Last updated about 11 hours ago

Created by

πŸ‡ΊπŸ‡ΈUnited States lhridley

Live updates comments and jobs are added and updated live.
Sign in to follow issues

Merge Requests

Comments & Activities

Not all content is available!

It's likely this issue predates Contrib.social: some issue and comment data are missing.

  • πŸ‡ΊπŸ‡ΈUnited States lhridley

    Following up on this issue, which is now back on my radar screen.

    StreamWrappers for remote object stores cannot comply with creating a directory, as that concept does not exist for remote object stores. By limiting the Interface dirname() to require a value, you are effectively making the StreamWrapperInterface incompatible with remote object stores such as S3, Digital Ocean Spaces, Google's object store (don't remember the name currently), etc, requiring any contrib modules that allow utilizing a remote object store for file storage to write their own interfaces, which may or may not be compatible with Drupal's File system interfaces, which all originate with the StreamWrapperInterface.

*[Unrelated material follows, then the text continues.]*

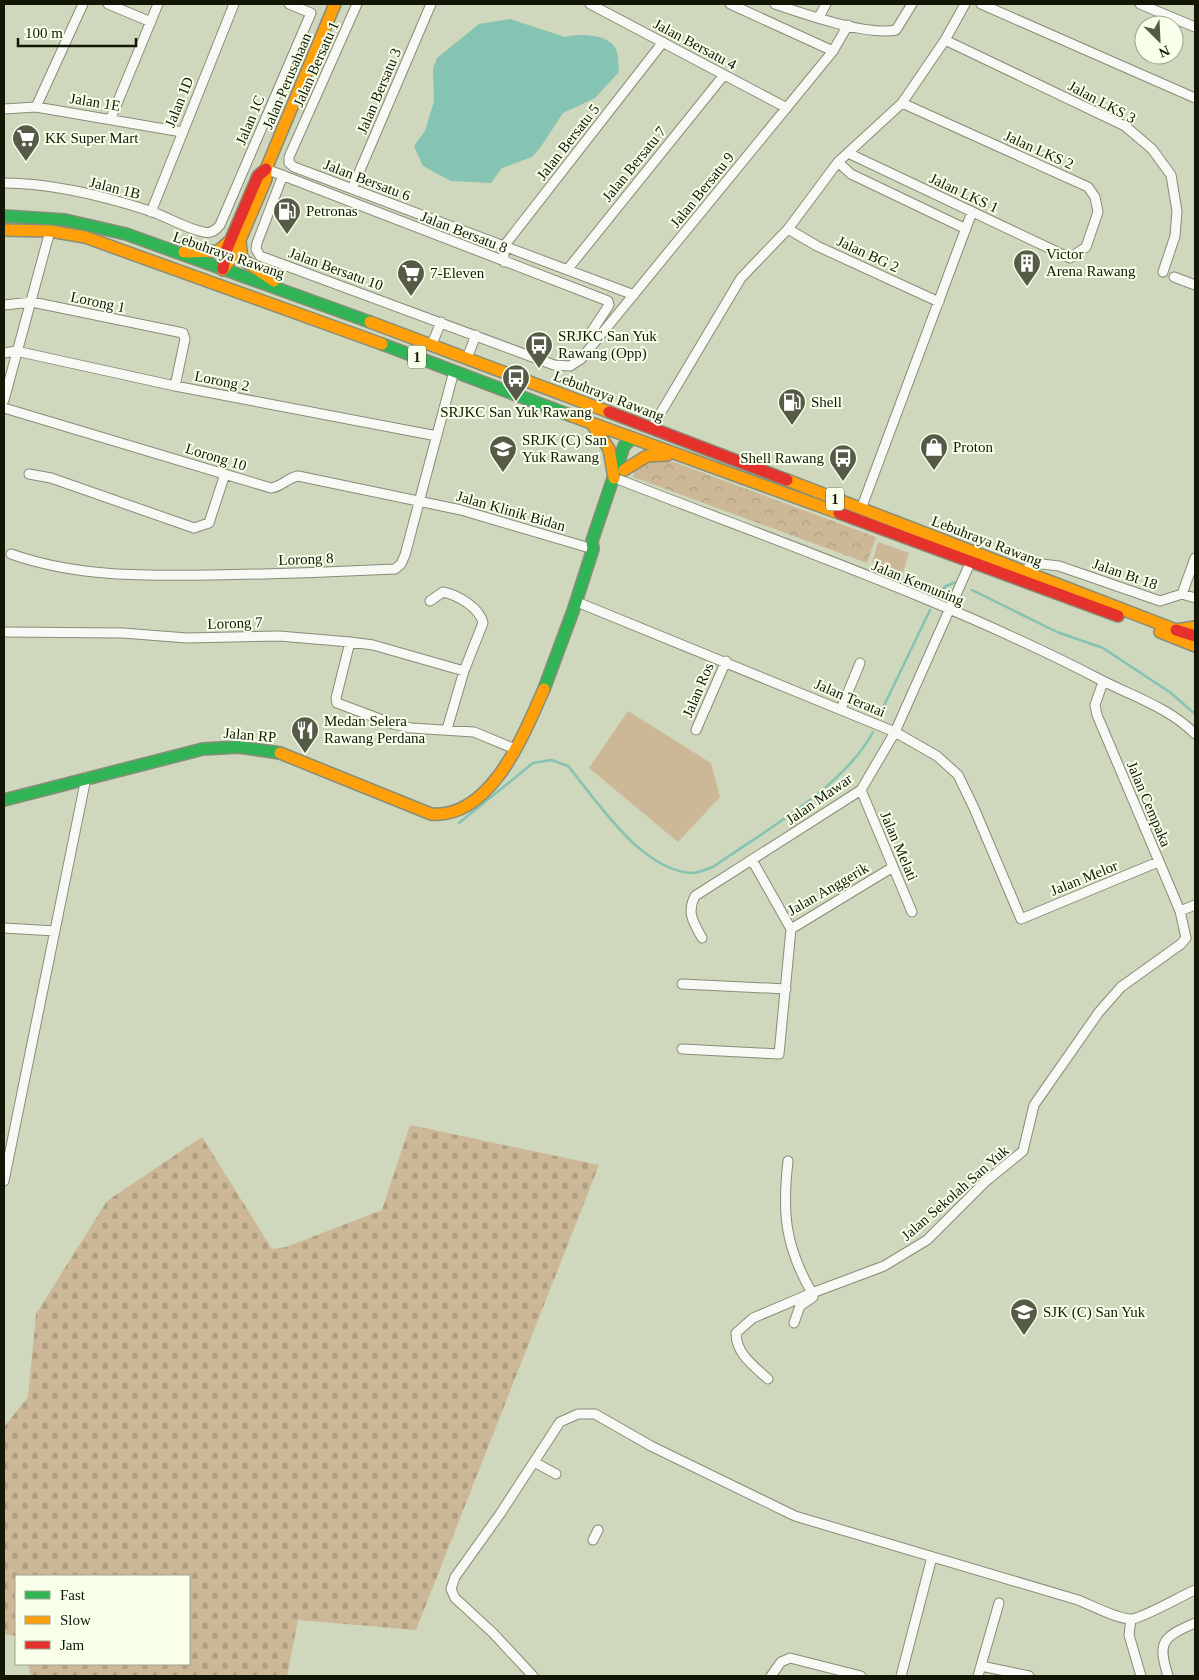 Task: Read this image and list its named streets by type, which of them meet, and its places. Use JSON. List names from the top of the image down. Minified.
{"streets":{"main road":["Jalan Perusahaan","Lebuhraya Rawang","1","Jalan RP"],"street":["Jalan Bersatu 4","Jalan Bersatu 1","Jalan Bersatu 3","Jalan 1E","Jalan 1D","Jalan LKS 3","Jalan 1C","Jalan Bersatu 5","Jalan LKS 2","Jalan Bersatu 7","Jalan Bersatu 6","Jalan 1B","Jalan Bersatu 9","Jalan LKS 1","Jalan Bersatu 8","Jalan BG 2","Jalan Bersatu 10","Lorong 1","Lorong 2","Lorong 10","Jalan Klinik Bidan","Lorong 8","Jalan Bt 18","Jalan Kemuning","Lorong 7","Jalan Ros","Jalan Teratai","Jalan Mawar","Jalan Cempaka","Jalan Melati","Jalan Melor","Jalan Anggerik","Jalan Sekolah San Yuk"]},"crossings":[["Jalan Bersatu 4","Jalan Bersatu 5"],["Jalan Bersatu 4","Jalan Bersatu 7"],["Jalan Bersatu 4","Jalan Bersatu 9"],["Jalan Bersatu 1","Jalan Bersatu 6"],["Jalan Perusahaan","Jalan Bersatu 8"],["Jalan Perusahaan","Lebuhraya Rawang"],["Jalan Bersatu 3","Jalan Bersatu 6"],["Jalan 1E","Jalan 1D"],["Jalan 1D","Jalan 1B"],["Jalan 1C","Jalan 1B"],["Jalan Bersatu 5","Jalan Bersatu 6"],["Jalan LKS 2","Jalan LKS 1"],["Jalan Bersatu 7","Jalan Bersatu 6"],["Jalan Bersatu 6","Jalan Bersatu 9"],["Jalan Bersatu 9","Jalan Bersatu 8"],["Jalan Bersatu 9","Jalan Bersatu 10"],["Jalan Bersatu 8","Jalan Bersatu 10"],["Lebuhraya Rawang","Lorong 8"],["Lebuhraya Rawang","Jalan Bt 18"],["Lebuhraya Rawang","Jalan Mawar"],["Lorong 1","Lorong 2"],["Lorong 2","Lorong 8"],["Lorong 10","Jalan Klinik Bidan"],["Lorong 10","Lorong 8"],["Jalan Klinik Bidan","Lorong 8"],["Jalan Kemuning","Jalan Mawar"],["Jalan Kemuning","Jalan Cempaka"],["Jalan Ros","Jalan Teratai"],["Jalan Teratai","Jalan Mawar"],["Jalan Teratai","Jalan Melor"],["Jalan Mawar","Jalan Melati"],["Jalan Mawar","Jalan Anggerik"],["Jalan Cempaka","Jalan Melor"],["Jalan Cempaka","Jalan Sekolah San Yuk"],["Jalan Melati","Jalan Anggerik"]],"places":{"supermarket":["KK Super Mart","7-Eleven"],"fuel station":["Petronas","Shell"],"building":["Victor Arena Rawang"],"bus stop":["SRJKC San Yuk Rawang (Opp)","SRJKC San Yuk Rawang","Shell Rawang"],"shop":["Proton"],"school or university":["SRJK (C) San Yuk Rawang","SJK (C) San Yuk"],"restaurant":["Medan Selera Rawang Perdana"]},"legend":["Fast","Slow","Jam"],"scale_bar":"100 m","north":"bottom right"}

    the S3 protocol complies with the php streamwrapper class, which also does not have the method dirname(), and the documentation indicates that calls to the class methods rmdir() and mkdir() should not be made if the wrapper does not support creating or removing directories.

    By not allowing FALSE as a return value, it significantly limits the use of the Core StreamWrapperInterface as a viable interface for alternative file storage mechanisms such as those that comply with the S3 protocol, which at its heart IS a streaming interface.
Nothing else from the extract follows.